Model results are a necessary consideration as well. Ask: are we getting non-trivial results? Is the training data accurate and representative? How can we remove bias? Initial runs show that the seriously bad anomalies get picked up, but much of the variation and nuance remains unexamined. Because there are many other metrics that comprise an anomalous classification (not just HTTP request time), we need to develop a better model that considers these features.

3. Feature Engineering

Understanding your data will lead to the biggest performance gains. Be efficient in your exploration, starting small with a dataset that’s easy to work with. Looking at your dataset to learn about its features is the easiest way to develop a solid model and feature engineering pipeline. This typically consumes the majority of development time.

Ensure that your data is formatted, with clear inputs and outputs that will be available at prediction time.

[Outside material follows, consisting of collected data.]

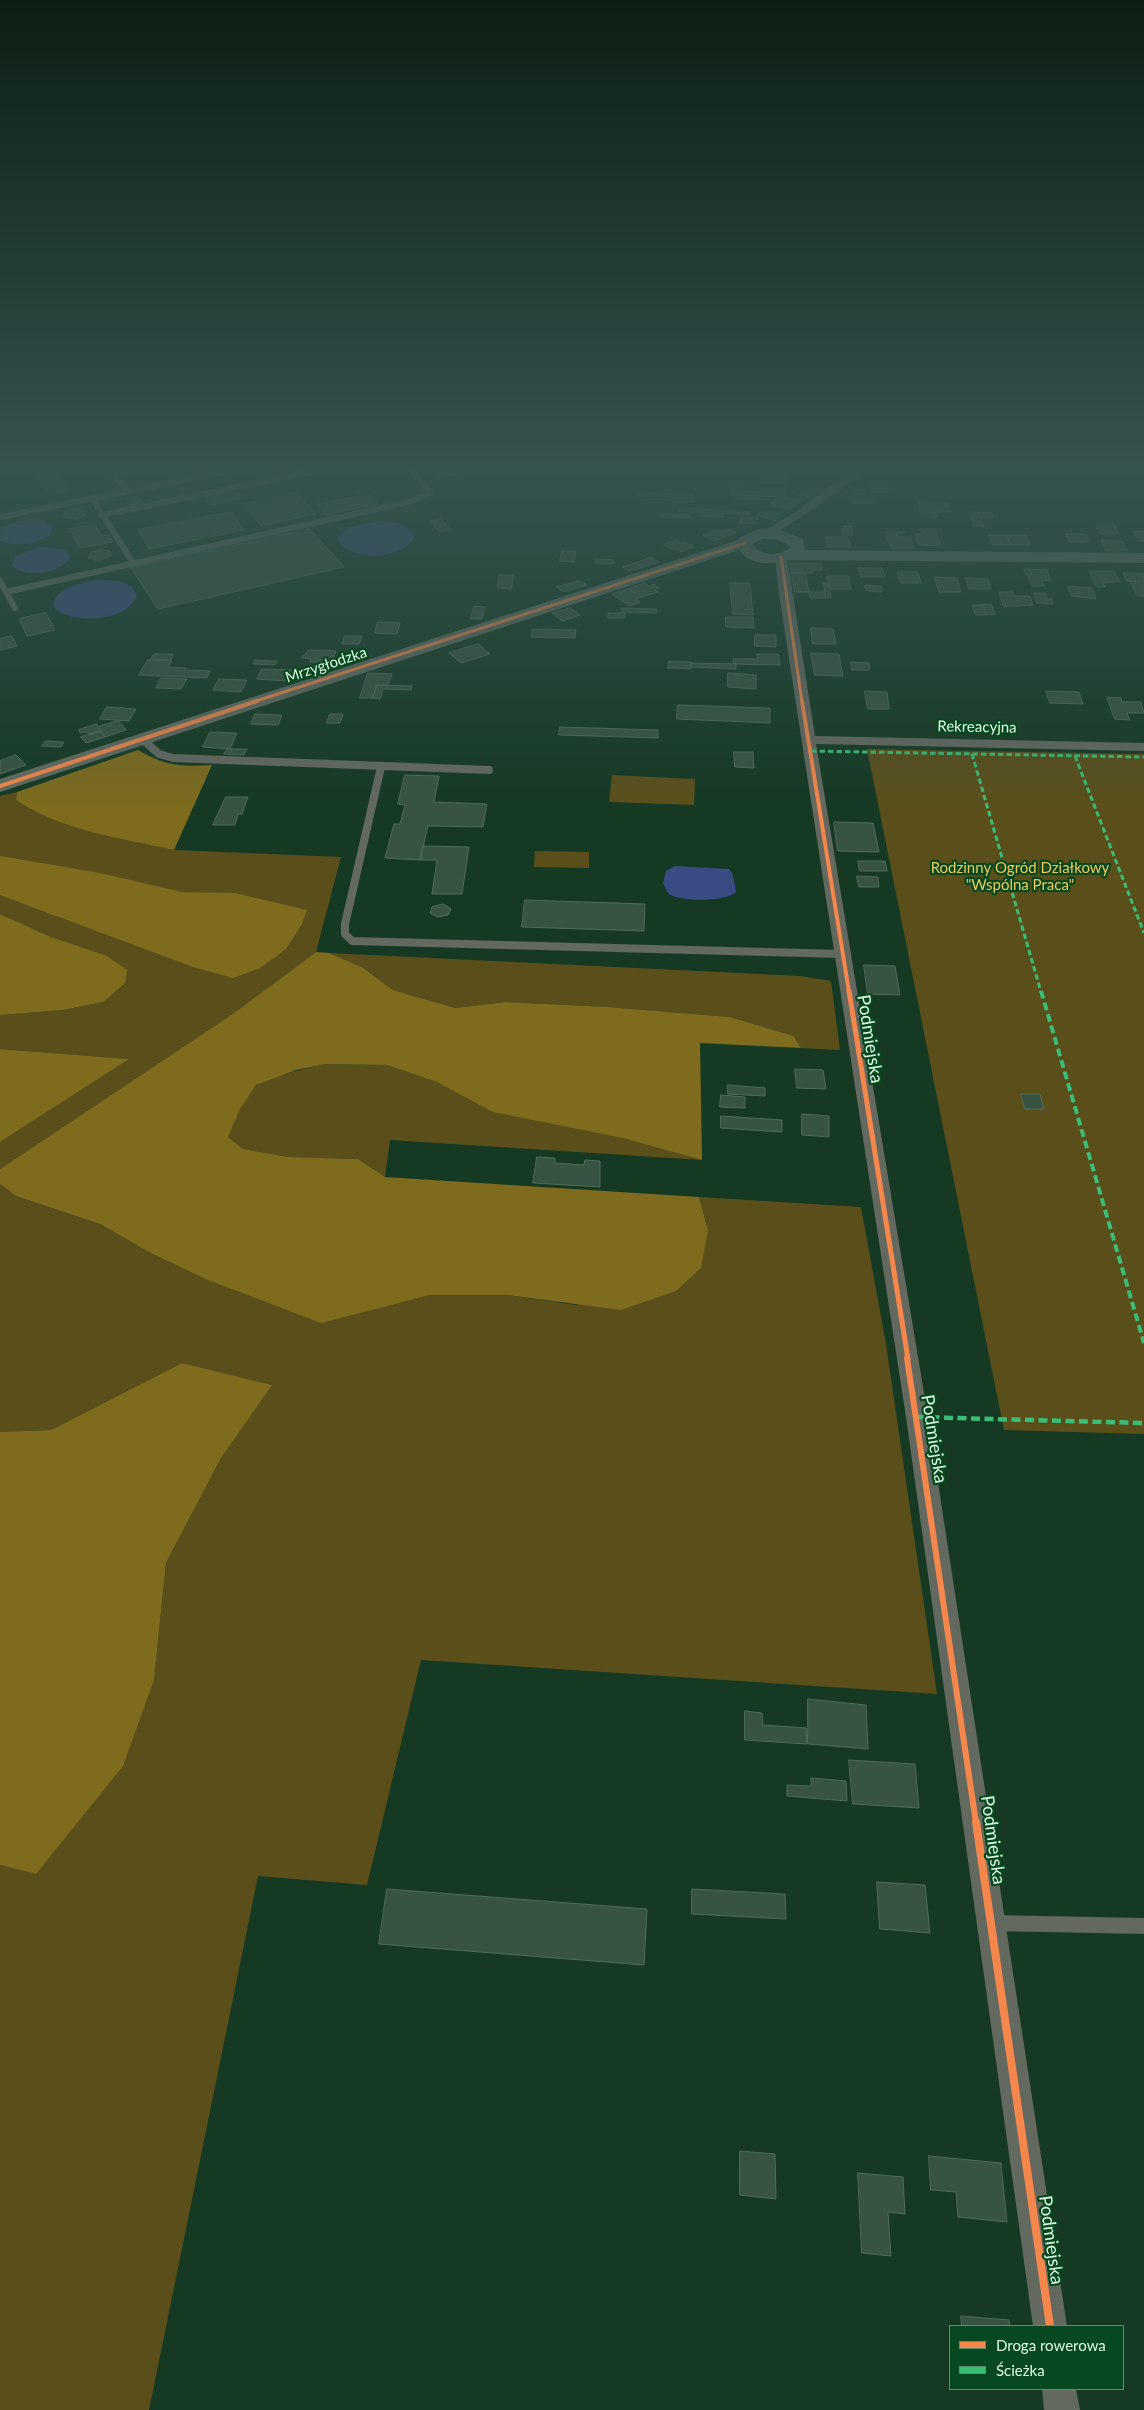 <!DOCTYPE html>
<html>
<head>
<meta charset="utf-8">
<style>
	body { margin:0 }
	#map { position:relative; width:1144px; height:2410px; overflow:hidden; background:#163924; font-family:Lato,sans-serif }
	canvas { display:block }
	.legend { position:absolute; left:949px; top:2325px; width:175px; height:65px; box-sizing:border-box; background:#074821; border:1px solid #5c8f6e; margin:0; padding:6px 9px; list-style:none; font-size:15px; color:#dcfae2 }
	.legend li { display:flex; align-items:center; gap:10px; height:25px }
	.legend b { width:25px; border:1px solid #5c8f6e }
</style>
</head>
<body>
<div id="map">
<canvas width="1144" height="2410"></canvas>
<ul class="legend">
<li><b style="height:6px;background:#f5874c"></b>Droga rowerowa</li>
<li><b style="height:6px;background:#3abd76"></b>Ścieżka</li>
</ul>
</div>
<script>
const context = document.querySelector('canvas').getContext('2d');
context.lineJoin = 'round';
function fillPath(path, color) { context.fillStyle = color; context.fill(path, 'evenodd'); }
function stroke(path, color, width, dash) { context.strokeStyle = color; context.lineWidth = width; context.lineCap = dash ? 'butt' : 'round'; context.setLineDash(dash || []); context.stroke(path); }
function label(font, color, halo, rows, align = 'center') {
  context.font = font + ' Lato,sans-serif'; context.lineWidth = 4.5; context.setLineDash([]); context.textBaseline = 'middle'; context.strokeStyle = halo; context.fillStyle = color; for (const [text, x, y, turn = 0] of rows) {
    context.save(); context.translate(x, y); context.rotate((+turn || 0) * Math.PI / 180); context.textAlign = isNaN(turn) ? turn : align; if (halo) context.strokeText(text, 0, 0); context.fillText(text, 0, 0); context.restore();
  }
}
fillPath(new Path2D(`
	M867,749l277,5v680l-140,-4z
	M612,775l83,4 -1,26 -85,-3z
	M17,792l-1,8 46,23 112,27 167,7 -25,95 -82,61 -234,156v-27l128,-83 -128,-10v-34l63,-5 40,-8 -52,-65 -51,-23v-118z
	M535,851l54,1v16l-55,-1z
	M329,953l471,23 31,5 9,69 -39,-2 -7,-12 -64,-19 -122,-10 -103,-5 -50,6 -62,-18 -31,-23z
	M326,1064l61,1 50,17 265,78 -312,-20 -5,37 -27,-18 -69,-2 -46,-8 -15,-12c7,-16 14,-39 28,-51 10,-9 56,-19 70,-22z
	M0,1184l16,12 84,28 47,27 234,55 49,-11h77l69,10 132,-75 -9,-33 162,10 25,137 51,350 -516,-34 -54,225 -109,-9 -109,534h-149v-545l36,9 118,-194 12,-117 55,-105 50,-73 -89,-22 -131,67 -51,2z`), '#5a4f1b');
fillPath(new Path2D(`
	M138,750c29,16 41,17 74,15l-38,85c-53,-12 -112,-19 -158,-50l1,-8z
	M0,856l100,17 82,19 53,1 72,17 -5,14 -16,25 -26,19 -27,10 -40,-11 -193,-72z
	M0,914l51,23 56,19 20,14 -2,13 -22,19 -40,8 -63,5z
	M316,952l13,1 33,14 31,23 62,18 50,-6 103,5 122,10 64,19 7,12 -101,-5 2,117 -79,-22 -130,-26 -56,-30 -50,-17 -61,-1 -30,6 -40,15 -16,24 -12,28 15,12 46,8 69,2 27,18 314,20 9,33 -7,38 -25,23 -55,19 -114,-15h-77l-109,28 -113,-43 -61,-29 -47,-27 -84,-28 -16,-12v-15l234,-156z
	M0,1049l129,10 -129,83z
	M182,1363l90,22 -51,73 -55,105 -12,117 -31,86 -87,108 -36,-9v-433l51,-2z`), '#7e6b1d');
fillPath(new Path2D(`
	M35,519l8,1 10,6 -2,8c-13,10 -35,14 -51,6l1,-12 15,-6z
	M380,521c13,1 31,2 34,17 -14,22 -58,23 -75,5l-1,-6 11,-10z
	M38,547l27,2 5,8c-8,17 -45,21 -58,9l2,-9z
	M95,580c15,0 37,-1 42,16 -12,26 -59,28 -81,14l-3,-6c5,-17 27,-21 42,-24z
	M675,866l54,3 4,6 3,17c-9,10 -56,10 -67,2 -3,-3 -4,-7 -6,-11l3,-12z`), '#394b83');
const building = new Path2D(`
	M35,472h22l12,18 -19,4z
	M435,472h24l2,2 -21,3z
	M766,472h23v4h-4l1,7h-24l-1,-9z
	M730,481l13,1 1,9 41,1v5l-55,-2z
	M869,483h17l4,9h-19z
	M813,486l8,2 -19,13 -8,-2z
	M364,490l14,14 -52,11 -9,-11 41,-8 -3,-4z
	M237,491l6,7 -31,7 -7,-8z
	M297,493l19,21 -55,12 -18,-22z
	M638,493l56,1v8h-21v-5l-35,-1z
	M850,494h17l1,3h6l2,6 -23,1z
	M737,495l24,1v4l-25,-1z
	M138,496l5,6 -12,3 -5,-7z
	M780,496l20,6 -11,8 -20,-5z
	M918,502l30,1 3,9h-16l2,5h-15z
	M678,508l73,4 -1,3 -26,-2v4l-22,-1v-4l-24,-1z
	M75,509l9,2 1,4 -9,4 -13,-2 2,-5z
	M231,512l13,18 -95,19 -11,-19z
	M762,512h13l8,3 -8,6 -18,-6z
	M969,512l24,1 1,5 -13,-1 3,10 -10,-1z
	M662,514l28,1v3l-29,-1z
	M749,517l9,1 -2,6 -16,-1 1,-5z
	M441,519l10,11 -12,2 -9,-11z
	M95,525l7,11 7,-1 4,7 -33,6 -10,-19z
	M1096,525h19l4,9h-19z
	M844,526h7l1,9h-10l-1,-6h4z
	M310,529l34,38 -186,42 -27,-41z
	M728,529l8,4 -22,8 -11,-6 16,-5 3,1z
	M921,529h14l6,17 -22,-1 -4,-11h7z
	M1133,531h11v10h-5z
	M885,532h21l-10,1 2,4h12l4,11h-23z
	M1066,534h20l4,8h-20z
	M989,535h17l5,10h-18z
	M1006,535h20l5,10h-20z
	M826,537h22l3,10h-23z
	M677,540l4,3 4,-1 9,5 -13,5 -5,-3 -3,1 -9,-5z
	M1101,540l22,2 4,9h-21z
	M100,550l10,1 1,5 -13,5 -10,-3 2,-5z
	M562,551h14l-2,11 -14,-1z
	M652,557l7,5 -16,5 -7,-4z
	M596,559l17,1v4l-17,-1z
	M636,563l7,4 -14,4 -6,-4z
	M790,563l31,1 1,6h-10l1,3h-21z
	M858,568h24l3,9h-24z
	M1024,569l23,1 4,11 -9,-1 2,6h-11z
	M1089,571h25l6,11h-11l-6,1 2,4h-8z
	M897,572h21l3,11h-20z
	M792,573h13l4,19h-14z
	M1123,573h20l1,9 -17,-1z
	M500,575h14l-3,14 -14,-1z
	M827,576h21l3,13h-21z
	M935,577l22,1 4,14h-22z
	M966,578l22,1 3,10h-22z
	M580,581l7,4 -24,7 -6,-5z
	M1130,581l14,1v14h-6z
	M645,583l4,3 5,-2 5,4 -4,2 3,2 -16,5 -13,-8z
	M730,583h20l3,32 -20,-1z
	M823,583h6l2,15h-21l-1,-6h16z
	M865,585l16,1 1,6 -15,-1z
	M1068,586l24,2 4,11 -24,-3z
	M629,589l13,8 -6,2 4,3 -11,4 -17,-12z
	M999,592h14l1,4h16l3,9 -29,2z
	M1034,593h11l2,6h5l1,5 -16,-1z
	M983,604h8l4,11h-8z
	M972,605h11l4,10h-11z
	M474,606l11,1 -3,12h-11z
	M571,608l9,7 -18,6 -10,-8z
	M622,608l35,1 -1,4 -31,-1v6h-17v-5h14z
	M46,613l9,17 -28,6 -8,-17z
	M726,617h27l1,11 -28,-1z
	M378,622l22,1 -3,11 -22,-1z
	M811,628l22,1 3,15h-23z
	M533,629l43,1 -1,8 -43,-1z
	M755,635h21v12l-21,-1z
	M12,636l5,10 -17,4v-11z
	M345,636h17l-3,8h-17z
	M478,644l12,10 -29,9 -12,-10z
	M309,650l27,1 -4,11h-22l1,-3 -9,-1z
	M811,653l28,1 4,22 -28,-1z
	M154,654h19l-2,6 -20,-1z
	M757,654h21l2,11 -46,-1 -1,-5h25z
	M148,660l24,1 -4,6 18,1 -1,2 25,1 -3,7 -68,-3z
	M255,660l15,1h7l-2,4 -21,-1z
	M669,661l22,1v7l-23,-1z
	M851,662l18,1 1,7h-18z
	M691,663l45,1v5l-45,-2z
	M262,669l32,1 -5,11 -32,-2z
	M368,673l24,1 -4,12 -11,-1 -4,13h-13z
	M728,673l28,2v14l-28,-2z
	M161,678l26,1 -6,10 -25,-1z
	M219,679l28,1 -6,12 -28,-2z
	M377,685l35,1 -1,4 -28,-1 -3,10 -7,-1z
	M865,691l22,1 2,17h-21z
	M1046,691l33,1 4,12 -33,-1z
	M1107,697l14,1 1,4h19l3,11h-17l3,7 -15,-1z
	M678,705l92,3v15l-93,-4z
	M107,707l29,2 -7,12 -29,-2z
	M255,714l27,1 -4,10 -27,-1z
	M330,714h13l-3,9h-13z
	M119,721l7,9 -21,7 -8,-10z
	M97,724l4,7 -12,4 -2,-3 -7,1 -1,-3z
	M560,727l98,3v8l-99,-3z
	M101,731l4,6 -19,6 -5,-6z
	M210,732l27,1 -7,16 -27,-2z
	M46,741l18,1 -3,5 -19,-1z
	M227,749h20l-3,6 -20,-1z
	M734,752h19l1,16 -19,-1z
	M16,755l10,10 -26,9v-13z
	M405,775l34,1 -5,26 53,2 -4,23 -55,-1 -8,34 -35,-2 9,-34h6l5,-19 -7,-1z
	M226,797h22l-6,17h-4l-3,11h-22z
	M834,822l39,1 6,29 -41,-1z
	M423,846l46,1 -7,47h-30l5,-34h-17z
	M858,861h27l2,10h-27z
	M857,876l21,1 1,10h-20z
	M525,900l120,4 -1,27 -122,-4z
	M444,904l7,5 -3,6 -10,2 -8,-4 2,-6z
	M864,965l31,1 5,29 -32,-1z
	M795,1069l28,1 3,19 -29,-1z
	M728,1085l37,3v8l-37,-2z
	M1021,1094h19l4,15h-19z
	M721,1095l24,2v11l-25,-1z
	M802,1114l27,2v21l-27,-2z
	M721,1116l61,4v12l-61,-4z
	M537,1157l18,1v5l29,2 1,-5 15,1v26l-67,-4z
	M808,1699l58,6 2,44 -60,-5z
	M745,1711l17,2 1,12 43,3 1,16 -62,-4z
	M849,1760l66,4 4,44 -66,-4z
	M811,1778l35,3 1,20 -60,-5v-11l24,1z
	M877,1882l48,3 5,48 -50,-4z
	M387,1889l260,20 -3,56 -265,-21z
	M692,1889l93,5 1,25 -94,-5z
	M740,2151l35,3 1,45 -36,-4z
	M929,2156l72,7 6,59 -49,-5 -2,-25 -25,-2z
	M858,2173l45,4 2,37 -17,-2 3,44 -29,-3z
	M961,2316l48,4 1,6h-48z`);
fillPath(building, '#385341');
stroke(building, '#506c59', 1);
stroke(new Path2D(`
	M112,472l16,19
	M92,498l41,65
	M102,515l207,-43
	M0,517l224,-45
	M0,581l15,27
	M6,592l402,-90 21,-8 1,-3 -18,-19`), '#646960', 6);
stroke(new Path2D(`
	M141,738l18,16 14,4 316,12
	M381,767l-36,157v10l7,7 490,13`), '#646960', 8);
stroke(new Path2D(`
	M992,1923l152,3`), '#646960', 16);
fillPath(new Path2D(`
	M849,472h12c-10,12 -85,66 -97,63l-2,-2 2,-2 28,-17z
	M781,553l6,4 28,179 329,7v8l-328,-7 112,673 139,909h-34l-127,-909 -128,-830 -3,-30z
	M1042,2389h34l4,21h-36z`), '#646960');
fillPath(new Path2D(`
	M759,529h18l26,10 2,11 339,3v10l-353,-3c-17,4 -40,7 -52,-10l-739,242v-13l738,-239 2,-3zM762,539h13l14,6 1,3c-11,8 -29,9 -38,-4z`), '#626b60');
stroke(new Path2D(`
	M811,751l333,6
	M972,754l69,238
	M1075,756l69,177`), '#3abd76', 3, [5.5, 3]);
stroke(new Path2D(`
	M1041,991l103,352`), '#3abd76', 4, [8, 4]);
stroke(new Path2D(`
	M917,1417l227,6`), '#3abd76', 4.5, [9, 4.5]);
stroke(new Path2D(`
	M781,557l21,145
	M253,702l492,-159`), '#f5874c', 3);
stroke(new Path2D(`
	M802,701l47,291
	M0,786l257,-85`), '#f5874c', 4);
stroke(new Path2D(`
	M849,991l59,368`), '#f5874c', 5);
stroke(new Path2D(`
	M907,1358l69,465`), '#f5874c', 6);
stroke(new Path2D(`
	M976,1822l74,504`), '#f5874c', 8);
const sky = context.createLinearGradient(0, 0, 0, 810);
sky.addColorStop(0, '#0c1f14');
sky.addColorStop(0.58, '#365450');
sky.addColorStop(1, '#36545000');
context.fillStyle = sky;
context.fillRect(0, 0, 1144, 810);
label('15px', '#dcfae2', '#074821', [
	["Mrzygłodzka",326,665,-18],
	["Rekreacyjna",977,727,1]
]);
label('15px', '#eec858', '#074821', [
	["Rodzinny Ogród Działkowy",1020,868],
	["\"Wspólna Praca\"",1020,885]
]);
label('18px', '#dcfae2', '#074821', [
	["Podmiejska",870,1039,81],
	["Podmiejska",934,1439,81],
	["Podmiejska",993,1840,82],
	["Podmiejska",1051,2240,82]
]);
</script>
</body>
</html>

Make sure that the data fields aren’t missing, corrupted, or imprecise by manually verifying labels or feature values. Examine the data quantity (to make sure you have at least 10k examples), generating synthetic data if needed. Look into clusters and summary statistics. Examining our training set, we can drop all examples without meaningful (empty or na) timing data.

Create features from patterns like seasonality, feature crosses, or other meaningful patterns you observe. We can vectorize to create new features from raw data and reduce the dimensionality (representing vectors in fewer dimensions while preserving as much structure as possible). These features make it easier to detect non-linear relationships in neural networks. Make sure that the transformations and process for creating new features is saved, as it must run on input data at prediction time too, or the model will not function properly.

We’ll create features for every hour of the day and day of the week as well as a feature cross between the two. Further, we’ll create a new feature called ‘total’ that is the sum of tlsHandshakeMs, httpRequestTimeMs, and the rest of the other timing metrics.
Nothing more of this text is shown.